== Task requirements ==
Which lines have the string "Crèche"? Copy all of them from the entries below.

== Listed records ==
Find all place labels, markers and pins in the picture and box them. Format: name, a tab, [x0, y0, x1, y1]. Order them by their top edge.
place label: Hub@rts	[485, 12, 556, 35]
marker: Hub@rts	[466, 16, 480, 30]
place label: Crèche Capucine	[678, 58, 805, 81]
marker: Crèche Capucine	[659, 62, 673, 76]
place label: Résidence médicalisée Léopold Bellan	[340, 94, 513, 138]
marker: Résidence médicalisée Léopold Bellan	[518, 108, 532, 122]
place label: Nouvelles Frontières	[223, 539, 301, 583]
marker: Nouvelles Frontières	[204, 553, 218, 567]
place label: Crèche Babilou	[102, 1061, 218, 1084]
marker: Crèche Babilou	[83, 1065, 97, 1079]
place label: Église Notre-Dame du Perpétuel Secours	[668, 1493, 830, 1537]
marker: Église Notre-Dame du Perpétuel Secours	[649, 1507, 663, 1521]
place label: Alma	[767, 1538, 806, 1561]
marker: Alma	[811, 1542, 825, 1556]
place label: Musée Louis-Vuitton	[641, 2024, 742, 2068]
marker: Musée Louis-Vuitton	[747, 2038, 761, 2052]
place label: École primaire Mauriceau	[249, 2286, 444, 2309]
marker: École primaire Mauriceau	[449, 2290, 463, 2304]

== Your response ==
place label: Crèche Capucine	[678, 58, 805, 81]
marker: Crèche Capucine	[659, 62, 673, 76]
place label: Crèche Babilou	[102, 1061, 218, 1084]
marker: Crèche Babilou	[83, 1065, 97, 1079]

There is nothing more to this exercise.